Monday, October 09, 2006

I'm being mentally tortured by my estate agent. I would be no good in an interrogation situation:

Gestapo officer: You do want to live in a too expensive house in a style you don't really like
Me: No, no I don't, ........do I?
Gestapo officer: You DO want this house, the market is going up, you are being silly about your needs.
Me: No, I'm not.... uh....am I?
Gestapo Officer: I already have a lot of people lined up and interested in this house but I'm offering it to you, you would be a fool not to have it.
Me: Oh, I'm flattered, I'll certainly think about it, I'm such a fool dithering aren't I? It's just that the house needs so much work and we won't be able to afford it.
Gestapo Officer: But you have to look at the big picture, you'd never lose with a house like that!
Me: Oh you're right of course, we will certainly look at it again.
Gestapo Officer: (Thinks : "hahahahahahahahhahahahahaha, we SO need to make a sale on this house, we are SO not doing very well, this will make me a tidy profit, it's in the bag.
Me: (Thinks: "I'm not such a mug you stupid effing 'been on too many 'how to sell to women' courses' - they won't wash with me you smooth talking bastard!)

9 Comments:

Blogger y.Wendy.y said...

Ha ha ha - that was a VERY tortured dialogue...are you actually getting any sleep these days?

Poor you Luce...big hugs..:-)
xxx

7:32 PM  
Blogger Identikit said...

Yes, very funny. At least you can laugh.

I dunno what you should do. They do say you should go for the best house in the best area that you can possibly afford but . . . well you do need to be able to afford gin and food and wine and holidays.

But don't let those bastard estate agents get you down.

8:09 PM  
Blogger lettuce said...

Oh that was very Spooks! Good thing you are wise to their fiendish techniques.

10:18 PM  
Anonymous Anonymous said...

Is the " 'effin B" the only agent in town?

I feel you don't want this one.
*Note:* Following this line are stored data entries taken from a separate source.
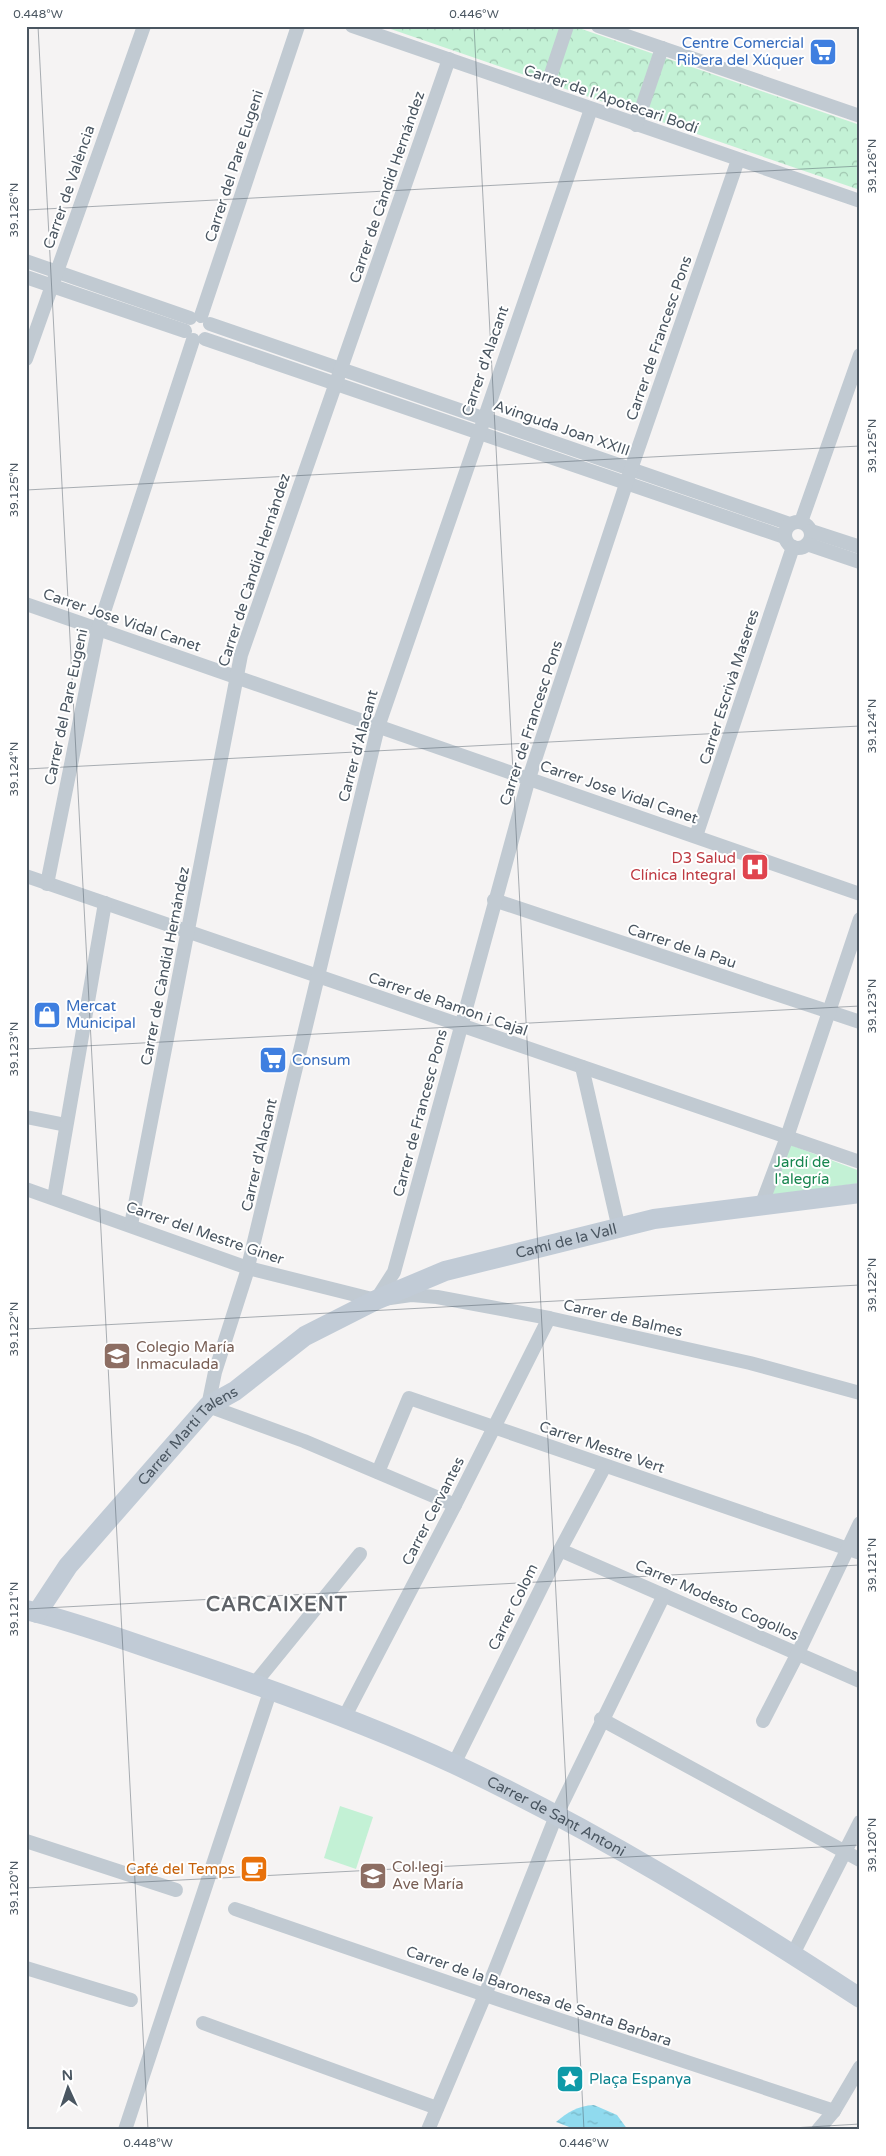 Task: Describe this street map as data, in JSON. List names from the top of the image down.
{
  "streets": {
    "street": [
      "Carrer de l'Apotecari Bodí",
      "Carrer del Pare Eugeni",
      "Carrer de València",
      "Carrer de Càndid Hernández",
      "Carrer de Francesc Pons",
      "Carrer d'Alacant",
      "Avinguda Joan XXIII",
      "Carrer Jose Vidal Canet",
      "Carrer Escrivà Maseres",
      "Carrer de la Pau",
      "Carrer de Ramon i Cajal",
      "Carrer del Mestre Giner",
      "Camí de la Vall",
      "Carrer de Balmes",
      "Carrer Martí Talens",
      "Carrer Mestre Vert",
      "Carrer Cervantes",
      "Carrer Modesto Cogollos",
      "Carrer Colom",
      "Carrer de Sant Antoni",
      "Carrer de la Baronesa de Santa Barbara"
    ]
  },
  "crossings": [
    ["Carrer de l'Apotecari Bodí", "Carrer de Càndid Hernández"],
    ["Carrer de l'Apotecari Bodí", "Carrer de Francesc Pons"],
    ["Carrer de l'Apotecari Bodí", "Carrer d'Alacant"],
    ["Carrer del Pare Eugeni", "Avinguda Joan XXIII"],
    ["Carrer del Pare Eugeni", "Carrer Jose Vidal Canet"],
    ["Carrer del Pare Eugeni", "Carrer de Ramon i Cajal"],
    ["Carrer de València", "Avinguda Joan XXIII"],
    ["Carrer de Càndid Hernández", "Avinguda Joan XXIII"],
    ["Carrer de Càndid Hernández", "Carrer Jose Vidal Canet"],
    ["Carrer de Càndid Hernández", "Carrer de Ramon i Cajal"],
    ["Carrer de Càndid Hernández", "Carrer del Mestre Giner"],
    ["Carrer de Francesc Pons", "Avinguda Joan XXIII"],
    ["Carrer de Francesc Pons", "Carrer Jose Vidal Canet"],
    ["Carrer de Francesc Pons", "Carrer de la Pau"],
    ["Carrer de Francesc Pons", "Carrer de Ramon i Cajal"],
    ["Carrer de Francesc Pons", "Carrer del Mestre Giner"],
    ["Carrer de Francesc Pons", "Camí de la Vall"],
    ["Carrer de Francesc Pons", "Carrer de Balmes"],
    ["Carrer de Francesc Pons", "Carrer Martí Talens"],
    ["Carrer d'Alacant", "Avinguda Joan XXIII"],
    ["Carrer d'Alacant", "Carrer Jose Vidal Canet"],
    ["Carrer d'Alacant", "Carrer de Ramon i Cajal"],
    ["Carrer d'Alacant", "Carrer del Mestre Giner"],
    ["Carrer d'Alacant", "Carrer Martí Talens"],
    ["Avinguda Joan XXIII", "Carrer Escrivà Maseres"],
    ["Carrer Jose Vidal Canet", "Carrer Escrivà Maseres"],
    ["Carrer del Mestre Giner", "Camí de la Vall"],
    ["Carrer del Mestre Giner", "Carrer de Balmes"],
    ["Carrer del Mestre Giner", "Carrer Martí Talens"],
    ["Camí de la Vall", "Carrer de Balmes"],
    ["Camí de la Vall", "Carrer Martí Talens"],
    ["Carrer de Balmes", "Carrer Martí Talens"],
    ["Carrer de Balmes", "Carrer Cervantes"],
    ["Carrer Martí Talens", "Carrer de Sant Antoni"],
    ["Carrer Mestre Vert", "Carrer Cervantes"],
    ["Carrer Mestre Vert", "Carrer Colom"],
    ["Carrer Cervantes", "Carrer de Sant Antoni"],
    ["Carrer Modesto Cogollos", "Carrer Colom"],
    ["Carrer Colom", "Carrer de Sant Antoni"]
  ],
  "districts": ["CARCAIXENT"],
  "parks": ["Jardí de l'alegría"],
  "places": {
    "supermarket": ["Centre Comercial Ribera del Xúquer", "Consum"],
    "hospital": ["D3 Salud Clínica Integral"],
    "shop": ["Mercat Municipal"],
    "school or university": ["Colegio María Inmaculada", "Col·legi Ave María"],
    "cafe": ["Café del Temps"],
    "place": ["Plaça Espanya"]
  },
  "north": "top",
  "coordinates": [
    "0.448°W",
    "0.446°W",
    "39.126°N",
    "39.125°N",
    "39.124°N",
    "39.123°N",
    "39.122°N",
    "39.121°N",
    "39.120°N"
  ]
}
Doesn't have the charm you're after eh?

How about striking out on your own and putting an add in the paper - on the school notice board, in the post office/local shop of the area you want etc. You know the market well enough by now. So well you could set up as an agent in your own right with what you now know!

lol xxx

4:05 AM  
Blogger ramblingwoman said...

hahahaha Bangla Jess - I did suggest to the agent I could get a job with him on a Saturday! To which he said "we wouldn't be able to keep you out of the houses" and I said "well, I can't do it I'm too honest" (!!) to which he said "I'm honest, I'm nothing but honest with you" (he said dishonestly)

I do think Kitty has a point though - buy the worst house in the best area - but it's a home not just an investment opportunity. Could we live in that house with all the work it needs doing? All the pipework was along the walls because of the lovely original oak flooring - that would be a pain. (small point but still).

I can't envisage us in that house, so I just have to gird my loins and tell him straight.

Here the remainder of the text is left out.